### Try it
Restate, word for word, the lines from the opening line of the data through the line containing "Map reading. What", both included, and nothing else.

──────── Input ────────

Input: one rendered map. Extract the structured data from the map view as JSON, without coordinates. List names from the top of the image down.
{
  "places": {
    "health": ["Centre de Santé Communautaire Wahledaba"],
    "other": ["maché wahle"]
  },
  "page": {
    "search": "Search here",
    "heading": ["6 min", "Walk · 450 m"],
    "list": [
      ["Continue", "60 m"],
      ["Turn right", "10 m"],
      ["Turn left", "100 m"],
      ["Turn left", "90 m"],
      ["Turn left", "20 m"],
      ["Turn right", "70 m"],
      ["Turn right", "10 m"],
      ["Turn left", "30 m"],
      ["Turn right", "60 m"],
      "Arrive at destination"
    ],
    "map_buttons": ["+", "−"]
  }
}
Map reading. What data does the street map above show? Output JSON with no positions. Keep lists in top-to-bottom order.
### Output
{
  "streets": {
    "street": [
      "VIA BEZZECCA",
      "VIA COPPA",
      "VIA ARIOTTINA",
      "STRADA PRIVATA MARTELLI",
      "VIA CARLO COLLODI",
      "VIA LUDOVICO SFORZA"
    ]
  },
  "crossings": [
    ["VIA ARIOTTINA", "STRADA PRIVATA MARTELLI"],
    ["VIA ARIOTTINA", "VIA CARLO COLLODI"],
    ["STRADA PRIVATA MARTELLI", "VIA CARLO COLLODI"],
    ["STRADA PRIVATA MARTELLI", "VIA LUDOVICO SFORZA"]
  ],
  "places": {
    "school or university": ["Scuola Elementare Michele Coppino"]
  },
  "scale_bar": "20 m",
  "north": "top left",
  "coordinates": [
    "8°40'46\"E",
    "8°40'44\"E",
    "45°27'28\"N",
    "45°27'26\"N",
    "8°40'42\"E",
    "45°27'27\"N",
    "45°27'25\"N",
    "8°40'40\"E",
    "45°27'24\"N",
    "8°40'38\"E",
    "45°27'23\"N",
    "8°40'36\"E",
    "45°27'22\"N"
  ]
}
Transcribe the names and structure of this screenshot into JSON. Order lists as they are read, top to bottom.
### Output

────────

### Written reply
Input: one rendered map. Extract the structured data from the map view as JSON, without coordinates. List names from the top of the image down.
{
  "places": {
    "health": ["Centre de Santé Communautaire Wahledaba"],
    "other": ["maché wahle"]
  },
  "page": {
    "search": "Search here",
    "heading": ["6 min", "Walk · 450 m"],
    "list": [
      ["Continue", "60 m"],
      ["Turn right", "10 m"],
      ["Turn left", "100 m"],
      ["Turn left", "90 m"],
      ["Turn left", "20 m"],
      ["Turn right", "70 m"],
      ["Turn right", "10 m"],
      ["Turn left", "30 m"],
      ["Turn right", "60 m"],
      "Arrive at destination"
    ],
    "map_buttons": ["+", "−"]
  }
}
Map reading. What data does the street map above show? Output JSON with no positions. Keep lists in top-to-bottom order.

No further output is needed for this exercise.